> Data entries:
• • • • •

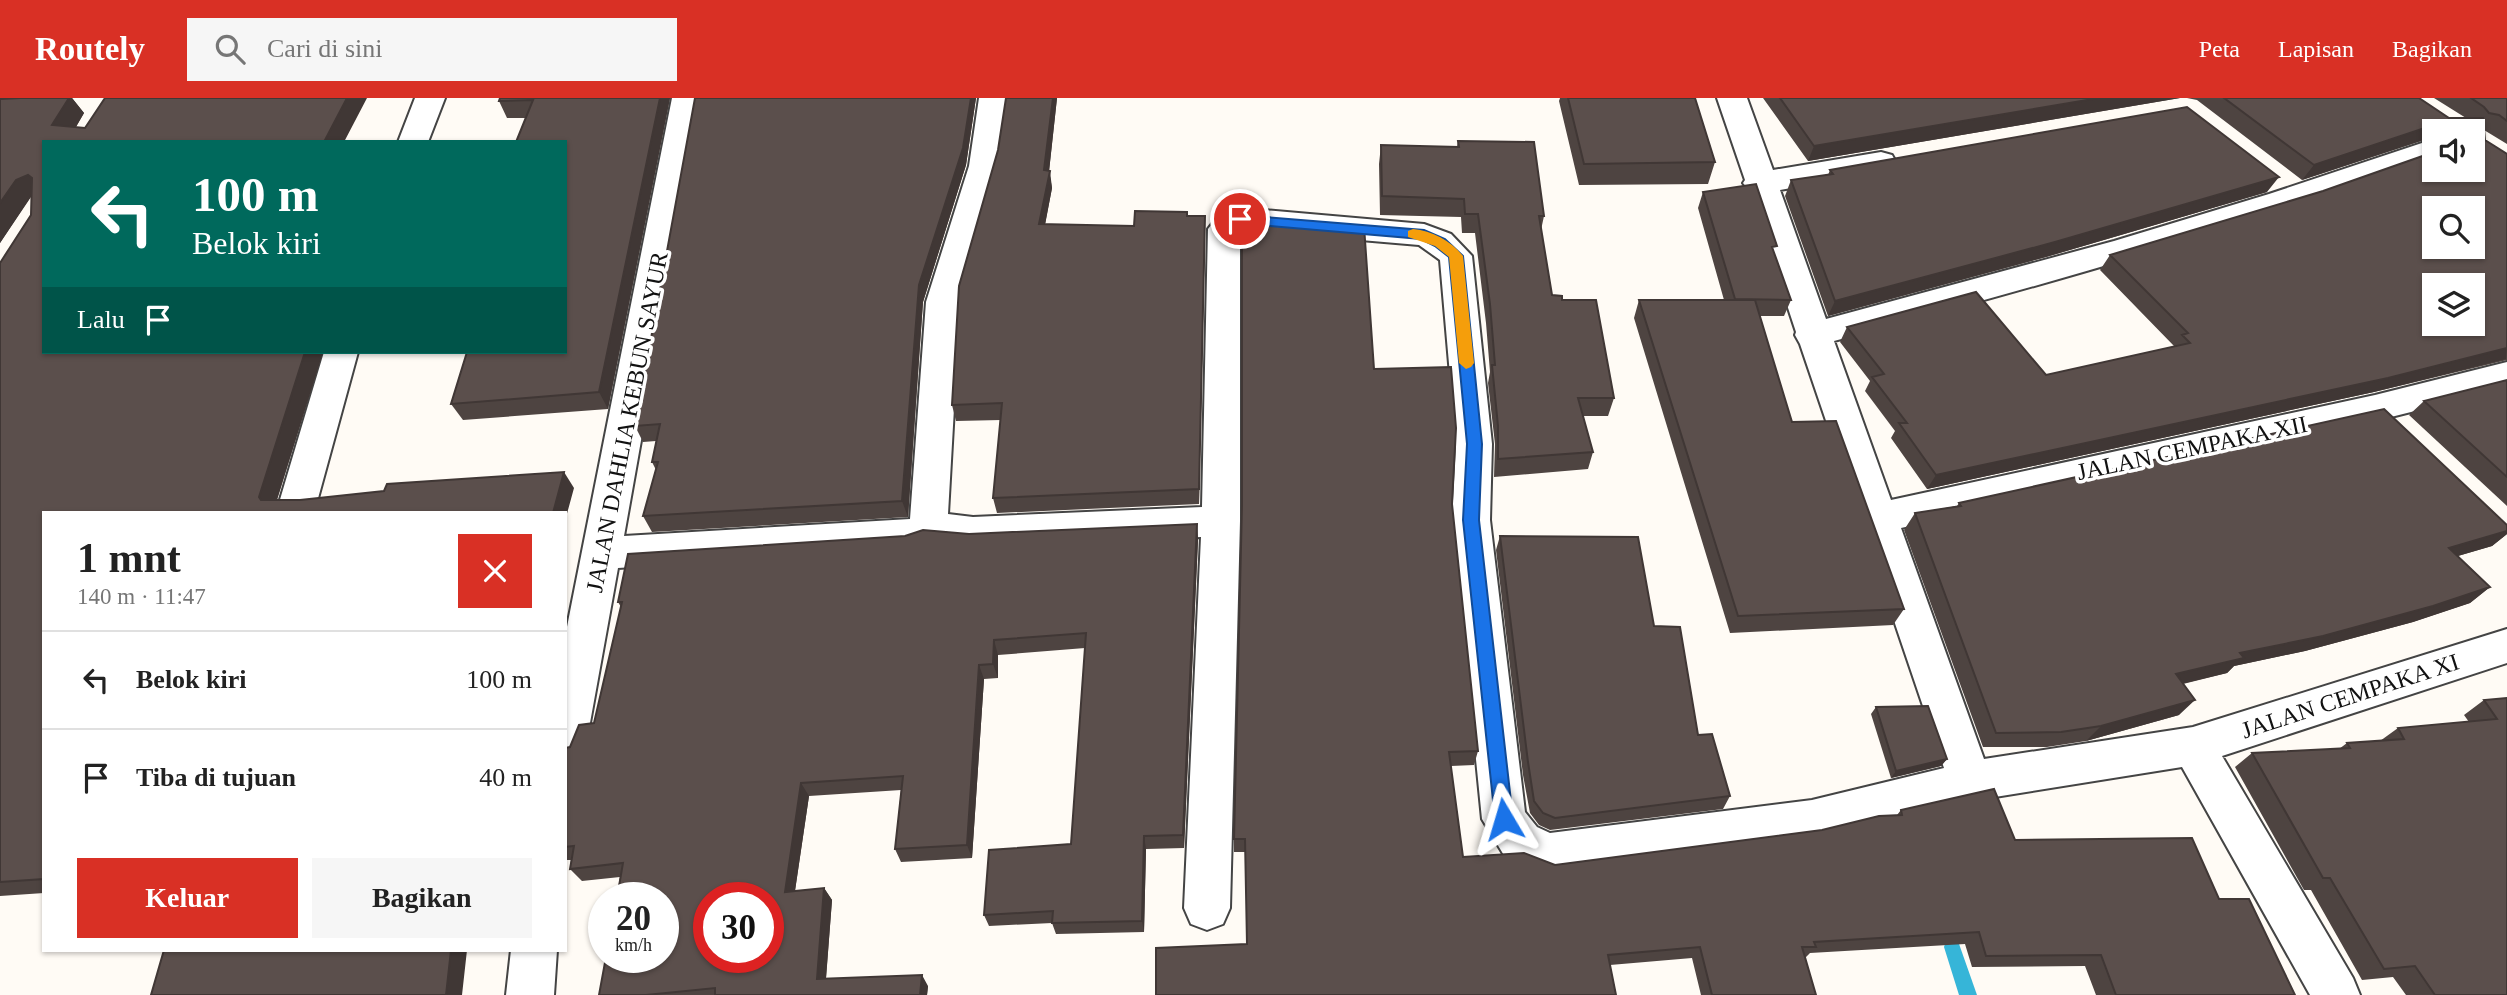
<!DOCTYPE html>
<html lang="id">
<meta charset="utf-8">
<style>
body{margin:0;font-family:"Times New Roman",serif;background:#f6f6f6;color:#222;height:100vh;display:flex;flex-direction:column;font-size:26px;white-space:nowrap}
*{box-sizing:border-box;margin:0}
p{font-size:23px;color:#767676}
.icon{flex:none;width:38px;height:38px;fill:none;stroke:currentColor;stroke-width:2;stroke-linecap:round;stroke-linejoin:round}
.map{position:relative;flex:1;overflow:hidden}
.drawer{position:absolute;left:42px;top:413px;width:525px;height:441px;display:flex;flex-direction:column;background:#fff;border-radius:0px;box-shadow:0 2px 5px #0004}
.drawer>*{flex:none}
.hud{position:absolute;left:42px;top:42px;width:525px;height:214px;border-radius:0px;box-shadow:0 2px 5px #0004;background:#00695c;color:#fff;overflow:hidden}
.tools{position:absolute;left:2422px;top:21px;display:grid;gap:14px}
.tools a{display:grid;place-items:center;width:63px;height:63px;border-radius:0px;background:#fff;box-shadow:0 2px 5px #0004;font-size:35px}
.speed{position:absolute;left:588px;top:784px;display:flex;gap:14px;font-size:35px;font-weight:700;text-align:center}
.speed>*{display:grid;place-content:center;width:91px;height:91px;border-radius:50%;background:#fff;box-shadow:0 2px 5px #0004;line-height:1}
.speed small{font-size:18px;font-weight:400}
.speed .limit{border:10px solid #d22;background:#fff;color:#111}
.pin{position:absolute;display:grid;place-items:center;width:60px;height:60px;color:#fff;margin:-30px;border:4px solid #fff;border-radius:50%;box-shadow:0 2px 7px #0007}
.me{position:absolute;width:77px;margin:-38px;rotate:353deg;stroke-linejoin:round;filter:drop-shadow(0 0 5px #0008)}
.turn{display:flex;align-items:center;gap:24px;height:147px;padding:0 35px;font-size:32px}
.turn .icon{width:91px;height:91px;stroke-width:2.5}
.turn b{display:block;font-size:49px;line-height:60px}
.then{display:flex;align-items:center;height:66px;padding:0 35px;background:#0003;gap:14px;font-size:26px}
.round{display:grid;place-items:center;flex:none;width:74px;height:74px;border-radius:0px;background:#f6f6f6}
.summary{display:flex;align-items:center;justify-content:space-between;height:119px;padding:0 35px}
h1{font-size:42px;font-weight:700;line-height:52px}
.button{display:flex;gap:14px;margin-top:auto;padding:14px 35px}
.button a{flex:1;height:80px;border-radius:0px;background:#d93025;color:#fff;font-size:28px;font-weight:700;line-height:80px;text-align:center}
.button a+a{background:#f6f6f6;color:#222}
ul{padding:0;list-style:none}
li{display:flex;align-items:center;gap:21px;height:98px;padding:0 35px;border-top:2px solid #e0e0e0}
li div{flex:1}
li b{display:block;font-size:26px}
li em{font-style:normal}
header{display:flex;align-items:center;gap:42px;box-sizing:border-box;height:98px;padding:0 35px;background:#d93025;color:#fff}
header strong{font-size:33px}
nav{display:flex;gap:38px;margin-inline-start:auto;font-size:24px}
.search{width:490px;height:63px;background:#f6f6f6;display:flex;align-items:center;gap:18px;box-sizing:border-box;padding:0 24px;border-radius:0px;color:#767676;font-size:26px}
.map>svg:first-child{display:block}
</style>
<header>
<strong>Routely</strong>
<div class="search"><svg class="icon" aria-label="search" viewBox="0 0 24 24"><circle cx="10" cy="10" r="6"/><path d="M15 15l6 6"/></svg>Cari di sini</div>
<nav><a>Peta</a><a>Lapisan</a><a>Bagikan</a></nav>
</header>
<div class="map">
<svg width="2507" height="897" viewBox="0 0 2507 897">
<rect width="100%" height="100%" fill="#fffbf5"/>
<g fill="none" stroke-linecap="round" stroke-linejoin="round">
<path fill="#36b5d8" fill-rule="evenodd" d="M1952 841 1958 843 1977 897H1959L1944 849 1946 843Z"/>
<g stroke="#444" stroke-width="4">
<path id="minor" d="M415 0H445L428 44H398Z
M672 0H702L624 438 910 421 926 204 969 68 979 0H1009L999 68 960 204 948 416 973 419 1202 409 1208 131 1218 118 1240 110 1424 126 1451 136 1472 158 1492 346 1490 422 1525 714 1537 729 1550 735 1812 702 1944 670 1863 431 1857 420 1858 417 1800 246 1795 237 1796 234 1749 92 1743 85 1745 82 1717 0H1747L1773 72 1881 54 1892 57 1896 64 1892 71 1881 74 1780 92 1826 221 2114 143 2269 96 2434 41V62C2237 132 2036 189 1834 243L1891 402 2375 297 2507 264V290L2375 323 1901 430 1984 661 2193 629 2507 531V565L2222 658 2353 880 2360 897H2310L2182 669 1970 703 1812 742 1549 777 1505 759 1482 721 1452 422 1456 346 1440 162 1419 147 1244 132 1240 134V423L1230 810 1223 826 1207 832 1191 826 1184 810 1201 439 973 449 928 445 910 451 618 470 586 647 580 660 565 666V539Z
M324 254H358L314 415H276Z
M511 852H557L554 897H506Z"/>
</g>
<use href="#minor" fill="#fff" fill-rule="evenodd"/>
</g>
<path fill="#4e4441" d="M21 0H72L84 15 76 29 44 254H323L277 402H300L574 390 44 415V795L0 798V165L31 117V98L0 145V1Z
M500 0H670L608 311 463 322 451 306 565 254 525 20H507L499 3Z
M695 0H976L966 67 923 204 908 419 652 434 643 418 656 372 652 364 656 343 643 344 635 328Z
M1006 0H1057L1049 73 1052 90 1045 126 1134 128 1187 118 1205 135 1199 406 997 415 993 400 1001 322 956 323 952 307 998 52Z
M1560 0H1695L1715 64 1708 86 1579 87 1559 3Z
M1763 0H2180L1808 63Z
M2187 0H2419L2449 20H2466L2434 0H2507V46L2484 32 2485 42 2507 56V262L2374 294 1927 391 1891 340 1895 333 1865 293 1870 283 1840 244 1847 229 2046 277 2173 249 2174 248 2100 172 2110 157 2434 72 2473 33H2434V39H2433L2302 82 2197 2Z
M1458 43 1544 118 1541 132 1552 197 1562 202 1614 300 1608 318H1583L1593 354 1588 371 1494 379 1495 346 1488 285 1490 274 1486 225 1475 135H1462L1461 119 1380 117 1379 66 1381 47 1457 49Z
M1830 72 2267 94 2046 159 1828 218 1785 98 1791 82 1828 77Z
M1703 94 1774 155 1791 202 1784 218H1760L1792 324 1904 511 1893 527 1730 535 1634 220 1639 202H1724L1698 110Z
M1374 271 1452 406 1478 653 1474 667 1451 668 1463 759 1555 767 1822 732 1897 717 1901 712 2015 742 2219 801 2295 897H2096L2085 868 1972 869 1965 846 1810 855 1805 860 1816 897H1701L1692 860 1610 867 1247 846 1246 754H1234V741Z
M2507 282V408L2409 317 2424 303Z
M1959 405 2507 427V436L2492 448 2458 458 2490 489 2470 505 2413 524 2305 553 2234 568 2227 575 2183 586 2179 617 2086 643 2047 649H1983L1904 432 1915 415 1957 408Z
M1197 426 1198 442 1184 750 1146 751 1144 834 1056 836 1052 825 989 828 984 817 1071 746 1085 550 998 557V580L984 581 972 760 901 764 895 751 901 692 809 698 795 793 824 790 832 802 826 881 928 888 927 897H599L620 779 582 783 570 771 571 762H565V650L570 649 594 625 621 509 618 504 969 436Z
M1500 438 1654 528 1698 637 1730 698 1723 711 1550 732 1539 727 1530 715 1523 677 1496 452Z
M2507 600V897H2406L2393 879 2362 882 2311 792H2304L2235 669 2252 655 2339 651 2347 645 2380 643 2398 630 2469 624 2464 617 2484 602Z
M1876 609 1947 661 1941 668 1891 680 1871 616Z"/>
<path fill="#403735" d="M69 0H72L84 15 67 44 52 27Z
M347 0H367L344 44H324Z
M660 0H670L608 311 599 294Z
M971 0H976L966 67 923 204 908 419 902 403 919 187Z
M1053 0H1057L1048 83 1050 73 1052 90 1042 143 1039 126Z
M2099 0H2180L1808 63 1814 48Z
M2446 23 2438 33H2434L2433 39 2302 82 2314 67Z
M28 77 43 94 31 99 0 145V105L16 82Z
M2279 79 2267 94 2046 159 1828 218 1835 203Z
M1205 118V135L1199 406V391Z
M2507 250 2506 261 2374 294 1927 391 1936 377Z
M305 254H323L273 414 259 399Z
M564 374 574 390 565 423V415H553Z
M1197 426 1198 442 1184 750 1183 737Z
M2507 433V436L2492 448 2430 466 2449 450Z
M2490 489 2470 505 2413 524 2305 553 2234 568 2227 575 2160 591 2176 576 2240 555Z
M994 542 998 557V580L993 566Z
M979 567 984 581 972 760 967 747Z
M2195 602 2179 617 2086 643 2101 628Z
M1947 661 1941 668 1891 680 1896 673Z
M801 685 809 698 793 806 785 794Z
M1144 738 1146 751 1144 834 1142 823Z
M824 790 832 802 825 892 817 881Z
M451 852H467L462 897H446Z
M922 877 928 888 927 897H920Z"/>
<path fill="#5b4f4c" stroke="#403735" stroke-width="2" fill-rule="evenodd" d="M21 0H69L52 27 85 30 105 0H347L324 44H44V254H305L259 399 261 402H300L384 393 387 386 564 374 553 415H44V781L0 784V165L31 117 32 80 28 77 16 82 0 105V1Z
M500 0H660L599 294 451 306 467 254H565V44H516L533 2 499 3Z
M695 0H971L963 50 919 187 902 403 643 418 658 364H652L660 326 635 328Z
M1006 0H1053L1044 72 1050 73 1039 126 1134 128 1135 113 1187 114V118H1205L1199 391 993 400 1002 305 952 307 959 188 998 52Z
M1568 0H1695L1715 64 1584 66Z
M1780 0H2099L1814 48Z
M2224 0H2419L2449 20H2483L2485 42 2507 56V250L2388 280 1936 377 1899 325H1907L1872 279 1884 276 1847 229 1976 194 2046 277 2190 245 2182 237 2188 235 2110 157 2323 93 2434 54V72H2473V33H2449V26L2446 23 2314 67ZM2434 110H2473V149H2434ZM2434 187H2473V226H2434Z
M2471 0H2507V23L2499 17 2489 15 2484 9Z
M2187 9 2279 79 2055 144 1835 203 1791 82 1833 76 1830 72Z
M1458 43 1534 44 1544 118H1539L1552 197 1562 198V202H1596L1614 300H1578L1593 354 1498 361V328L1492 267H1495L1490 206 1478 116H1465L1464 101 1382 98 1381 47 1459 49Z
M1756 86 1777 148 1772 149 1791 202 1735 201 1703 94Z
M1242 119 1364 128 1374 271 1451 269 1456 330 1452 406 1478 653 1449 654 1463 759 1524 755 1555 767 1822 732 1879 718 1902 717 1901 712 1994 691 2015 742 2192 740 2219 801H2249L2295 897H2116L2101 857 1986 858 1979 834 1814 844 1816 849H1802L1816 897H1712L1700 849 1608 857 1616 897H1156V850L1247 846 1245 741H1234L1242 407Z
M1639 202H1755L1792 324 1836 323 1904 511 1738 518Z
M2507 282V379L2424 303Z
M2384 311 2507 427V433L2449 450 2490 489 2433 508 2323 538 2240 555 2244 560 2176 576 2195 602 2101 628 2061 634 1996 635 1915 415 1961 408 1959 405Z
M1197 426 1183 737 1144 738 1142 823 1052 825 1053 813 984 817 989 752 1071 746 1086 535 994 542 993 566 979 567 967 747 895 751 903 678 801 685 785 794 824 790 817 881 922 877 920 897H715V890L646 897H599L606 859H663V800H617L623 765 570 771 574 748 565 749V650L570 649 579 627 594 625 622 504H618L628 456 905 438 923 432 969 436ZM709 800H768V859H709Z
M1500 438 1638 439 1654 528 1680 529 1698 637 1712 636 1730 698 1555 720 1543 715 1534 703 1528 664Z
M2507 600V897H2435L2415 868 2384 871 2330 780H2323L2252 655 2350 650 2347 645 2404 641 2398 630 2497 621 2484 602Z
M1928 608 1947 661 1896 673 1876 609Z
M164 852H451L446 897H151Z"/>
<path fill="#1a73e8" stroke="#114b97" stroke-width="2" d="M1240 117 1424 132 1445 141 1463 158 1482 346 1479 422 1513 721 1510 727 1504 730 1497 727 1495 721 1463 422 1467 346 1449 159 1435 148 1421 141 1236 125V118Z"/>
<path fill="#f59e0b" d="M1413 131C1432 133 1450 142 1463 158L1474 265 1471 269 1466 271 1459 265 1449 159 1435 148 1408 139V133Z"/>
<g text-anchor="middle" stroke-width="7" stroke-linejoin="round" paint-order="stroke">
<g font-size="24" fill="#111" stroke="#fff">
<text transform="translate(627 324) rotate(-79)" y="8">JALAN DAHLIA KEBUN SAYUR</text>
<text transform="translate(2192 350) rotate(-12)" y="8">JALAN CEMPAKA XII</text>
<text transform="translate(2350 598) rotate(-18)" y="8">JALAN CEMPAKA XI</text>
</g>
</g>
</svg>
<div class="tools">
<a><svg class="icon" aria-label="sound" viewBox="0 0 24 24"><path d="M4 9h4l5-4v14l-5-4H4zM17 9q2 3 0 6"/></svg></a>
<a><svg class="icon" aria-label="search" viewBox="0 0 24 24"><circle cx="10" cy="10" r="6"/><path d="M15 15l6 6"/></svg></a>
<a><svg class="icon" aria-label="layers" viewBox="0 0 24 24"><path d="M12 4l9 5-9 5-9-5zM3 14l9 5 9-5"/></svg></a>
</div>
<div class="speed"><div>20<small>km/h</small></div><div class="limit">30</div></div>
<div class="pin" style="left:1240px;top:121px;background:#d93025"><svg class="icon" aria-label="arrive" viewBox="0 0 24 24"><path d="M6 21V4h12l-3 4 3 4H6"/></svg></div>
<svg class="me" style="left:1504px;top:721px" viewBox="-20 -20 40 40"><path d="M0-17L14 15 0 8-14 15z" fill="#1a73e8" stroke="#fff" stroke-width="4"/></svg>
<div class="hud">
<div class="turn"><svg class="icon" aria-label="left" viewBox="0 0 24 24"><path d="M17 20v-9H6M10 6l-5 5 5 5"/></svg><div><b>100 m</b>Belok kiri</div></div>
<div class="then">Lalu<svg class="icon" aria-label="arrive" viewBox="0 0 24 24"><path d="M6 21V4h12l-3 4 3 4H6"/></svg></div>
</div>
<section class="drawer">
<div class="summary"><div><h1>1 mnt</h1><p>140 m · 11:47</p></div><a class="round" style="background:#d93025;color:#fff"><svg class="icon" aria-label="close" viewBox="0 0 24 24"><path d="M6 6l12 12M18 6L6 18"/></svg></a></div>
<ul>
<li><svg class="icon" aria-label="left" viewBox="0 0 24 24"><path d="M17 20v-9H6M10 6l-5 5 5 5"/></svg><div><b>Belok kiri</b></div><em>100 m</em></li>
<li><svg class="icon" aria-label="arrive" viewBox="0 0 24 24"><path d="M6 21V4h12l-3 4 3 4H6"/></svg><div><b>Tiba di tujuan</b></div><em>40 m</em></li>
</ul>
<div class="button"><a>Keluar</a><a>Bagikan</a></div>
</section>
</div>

• • • • •

> Task:
The lines you need are those containing "hidden"; find them in the records and copy them.

> Solution to this problem:
.map{position:relative;flex:1;overflow:hidden}
.hud{position:absolute;left:42px;top:42px;width:525px;height:214px;border-radius:0px;box-shadow:0 2px 5px #0004;background:#00695c;color:#fff;overflow:hidden}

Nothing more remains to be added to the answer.